There were murmurs that sounded worried as the adult shook their heads, and the kids were too scared to even look up from the ground. Monica didn’t know how to take this; she still didn’t feel threatened, but this was a family who had a strange sort of hierarchy when it came to listening--as if there were severe consequences for not--and it was the second time she’d heard some alluding to “boys”. The first time had been what changed Charlie’s entire personality and now it left a yard full of grown men and women afraid of their own shadows. Who the hell were the boys?

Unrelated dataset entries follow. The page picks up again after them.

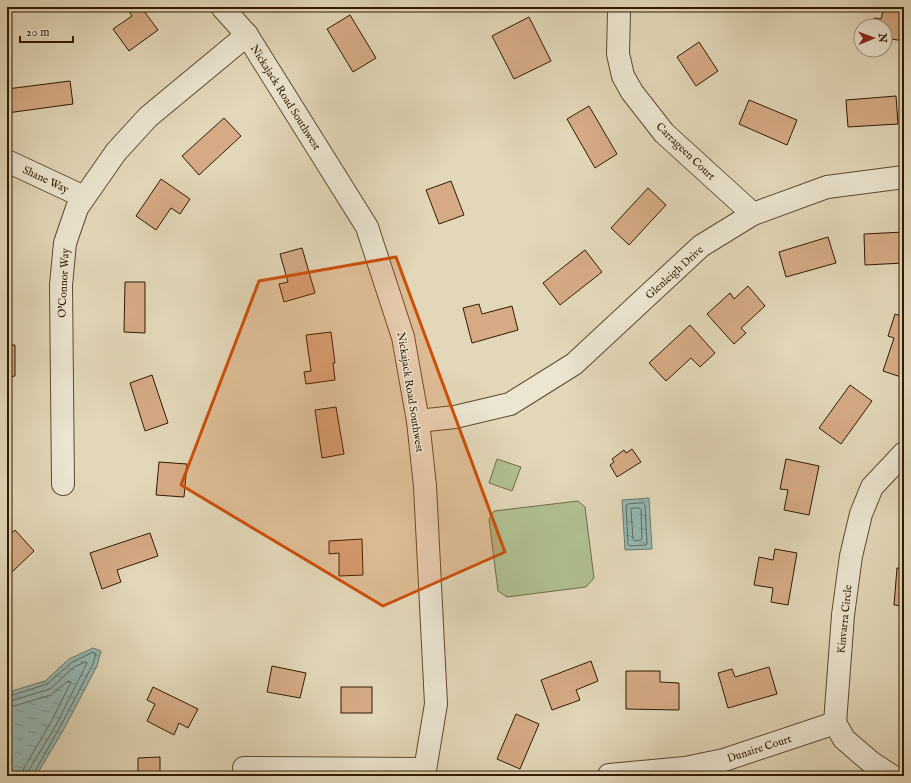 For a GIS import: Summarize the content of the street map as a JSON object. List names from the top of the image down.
{
  "streets": {
    "street": [
      "Nickajack Road Southwest",
      "Carrageen Court",
      "Shane Way",
      "Glenleigh Drive",
      "O'Connor Way",
      "Kinvarra Circle",
      "Dunaire Court"
    ]
  },
  "crossings": [
    ["Nickajack Road Southwest", "Glenleigh Drive"],
    ["Nickajack Road Southwest", "O'Connor Way"],
    ["Carrageen Court", "Glenleigh Drive"],
    ["Shane Way", "O'Connor Way"],
    ["Kinvarra Circle", "Dunaire Court"]
  ],
  "scale_bar": "20 m",
  "north": "right"
}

“Ma says dinner won’t be ready for a little while,” one of the women spoke up, a blond baby on her hip. “Can we visit with Monica a little, before it’s time?”
“Well now, I guess I don’t see why not.” Charlie looked down at Monica. “You okay to talk to everybody?”

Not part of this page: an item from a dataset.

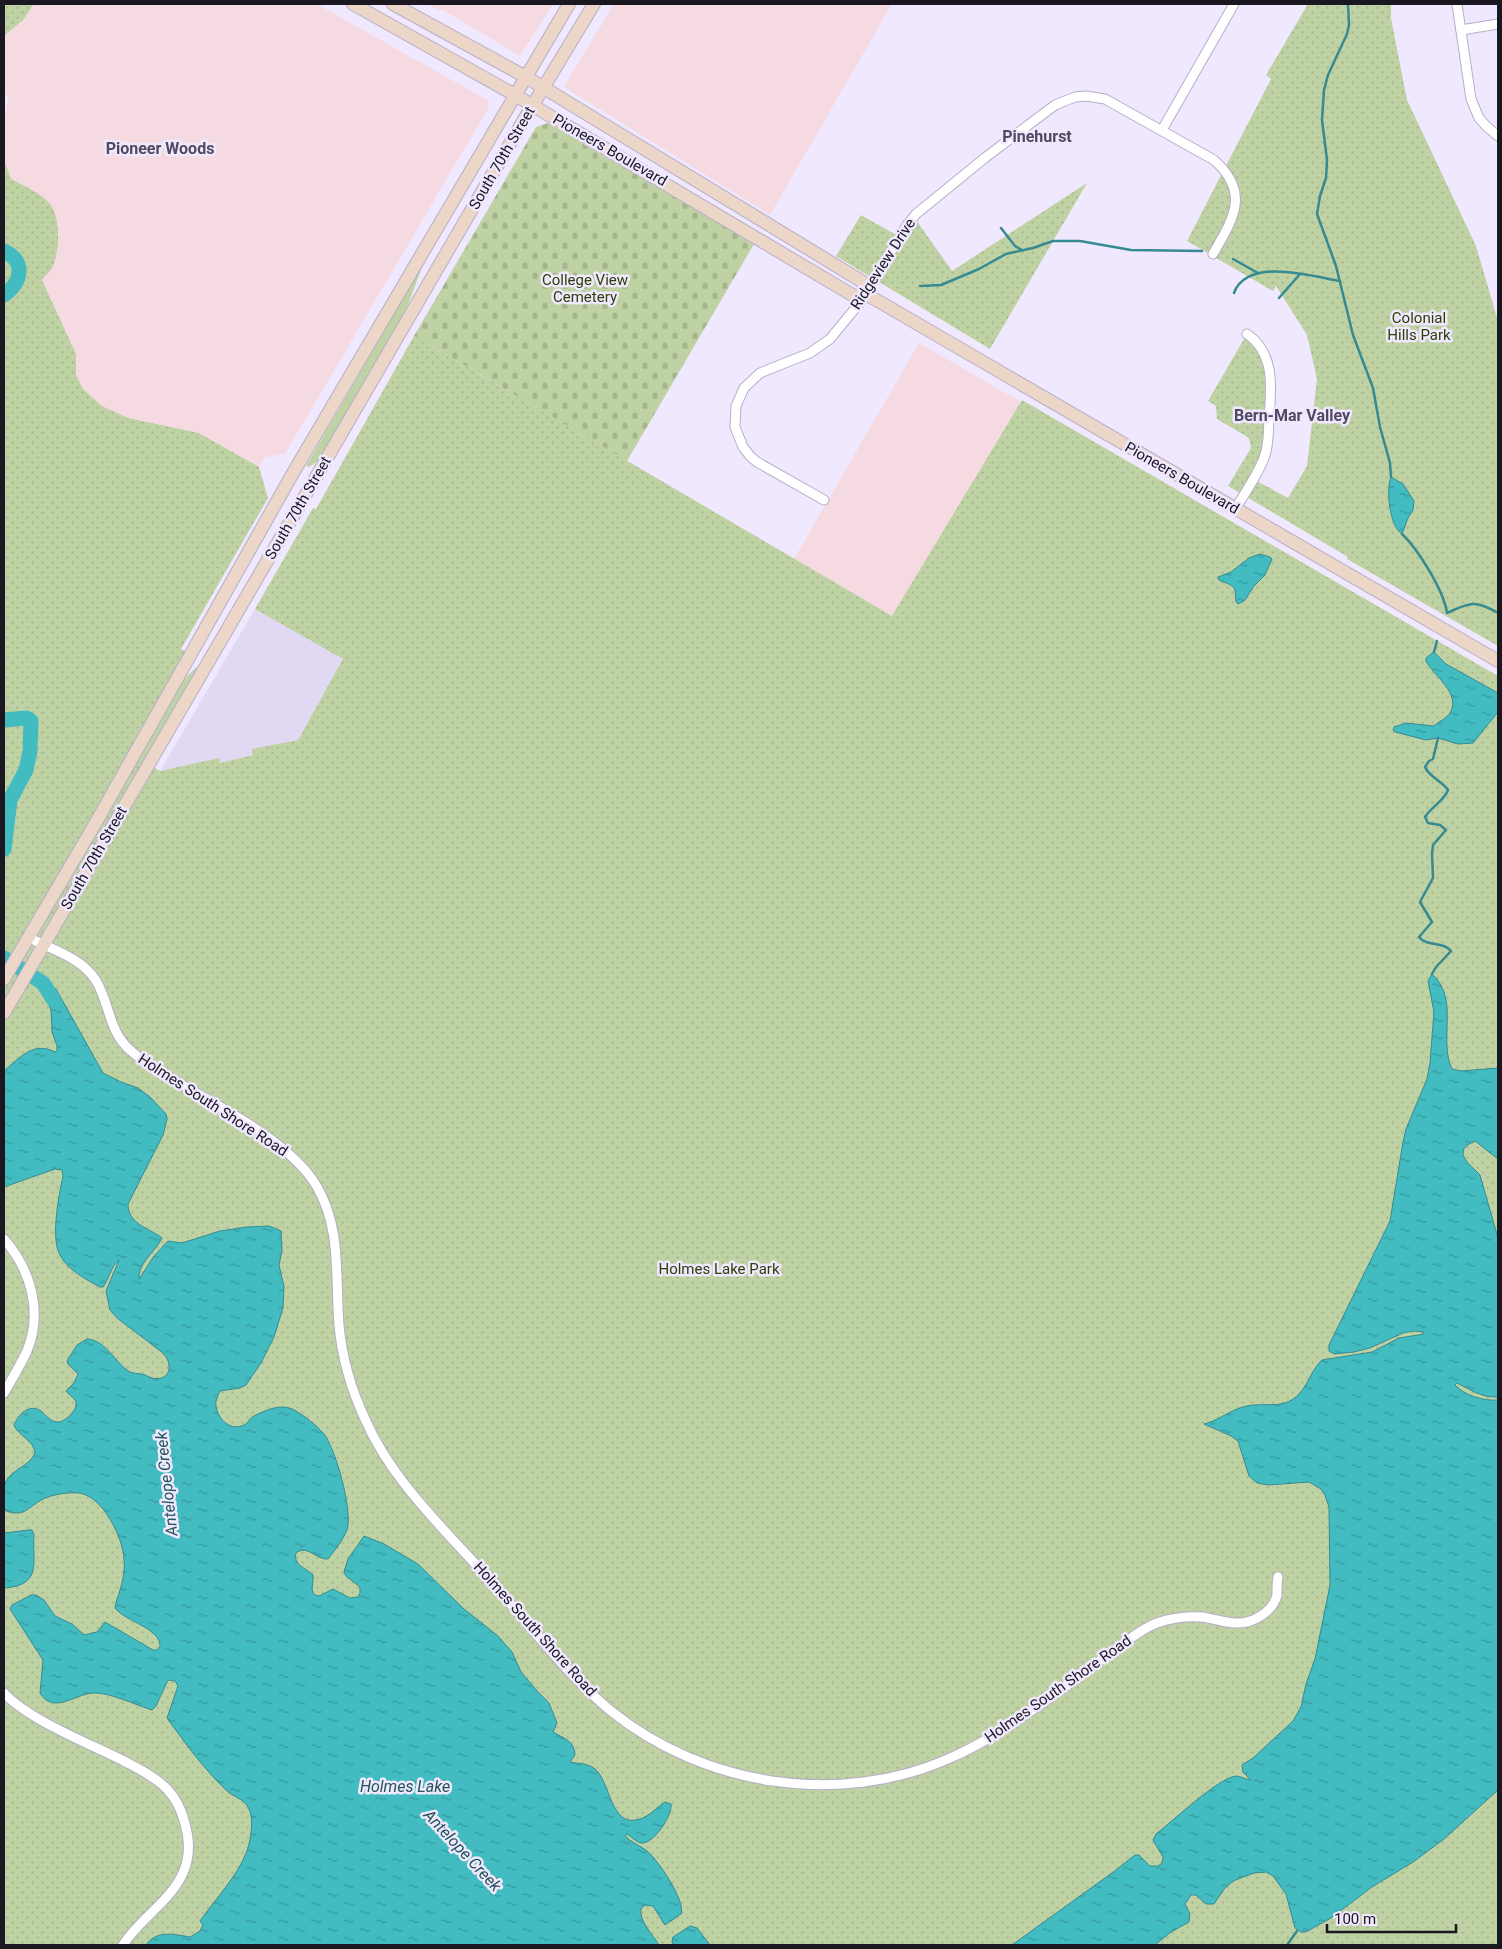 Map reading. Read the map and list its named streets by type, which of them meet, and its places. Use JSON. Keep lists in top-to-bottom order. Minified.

Monica glanced around the inquisitive, but oddly happy faces--they all seemed so overjoyed she was there, and she couldn’t help but attribute it to not having visitors often. She couldn’t accept Charlie’s explanation that it was because of her, specifically, that was too much and left her with nervous butterflies in her ribs.

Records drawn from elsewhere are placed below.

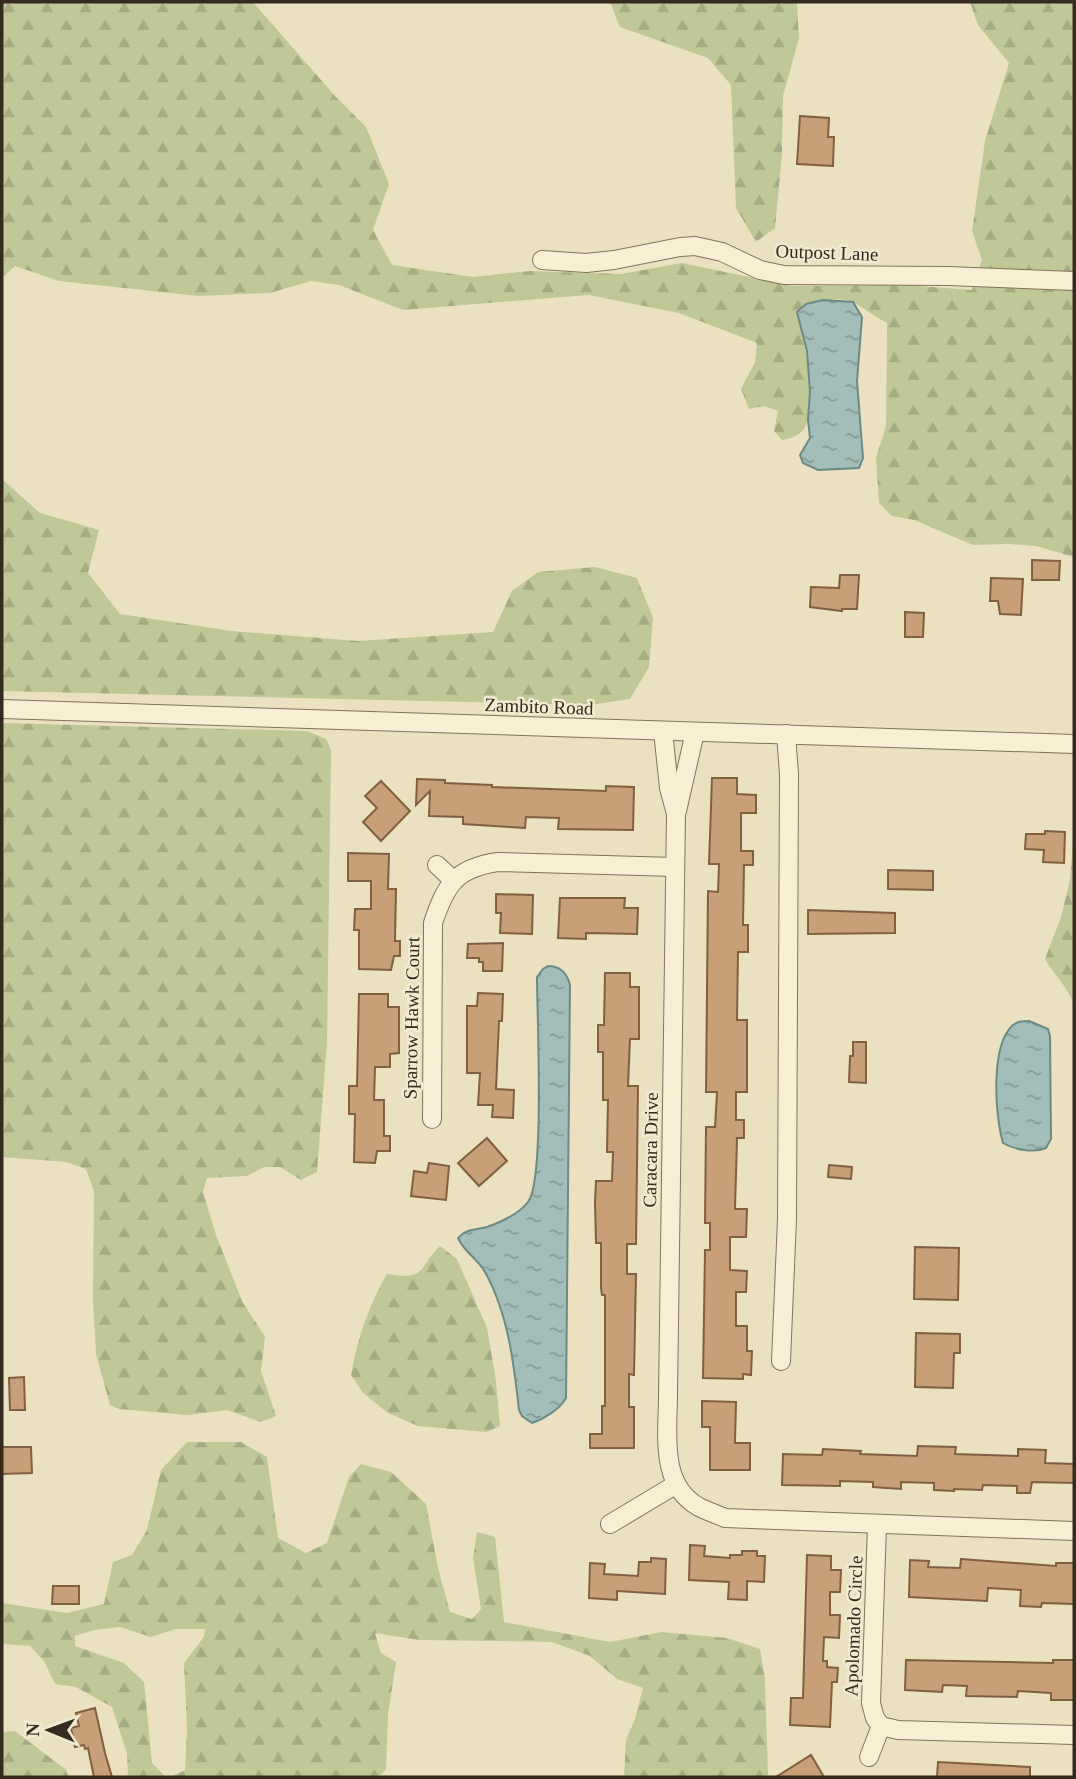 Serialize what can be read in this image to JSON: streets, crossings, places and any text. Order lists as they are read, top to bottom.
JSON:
{
  "streets": {
    "street": [
      "Outpost Lane",
      "Zambito Road",
      "Sparrow Hawk Court",
      "Caracara Drive",
      "Apolomado Circle"
    ]
  },
  "crossings": [
    ["Zambito Road", "Caracara Drive"],
    ["Sparrow Hawk Court", "Caracara Drive"]
  ],
  "north": "left"
}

“Sure,” she nodded with a demure smile, unaware it melted a few hearts in the enraptured crowd. “I’d love to get to know you all.”
The resounding excitement brought a little blush to Monica’s cheeks; they were so ecstatic just to get to talk to her! Even the kids crowded up onto the porch as the adults led her up the stairs, the little ones vying to sit on the floor by her feet to hear everything she had to say.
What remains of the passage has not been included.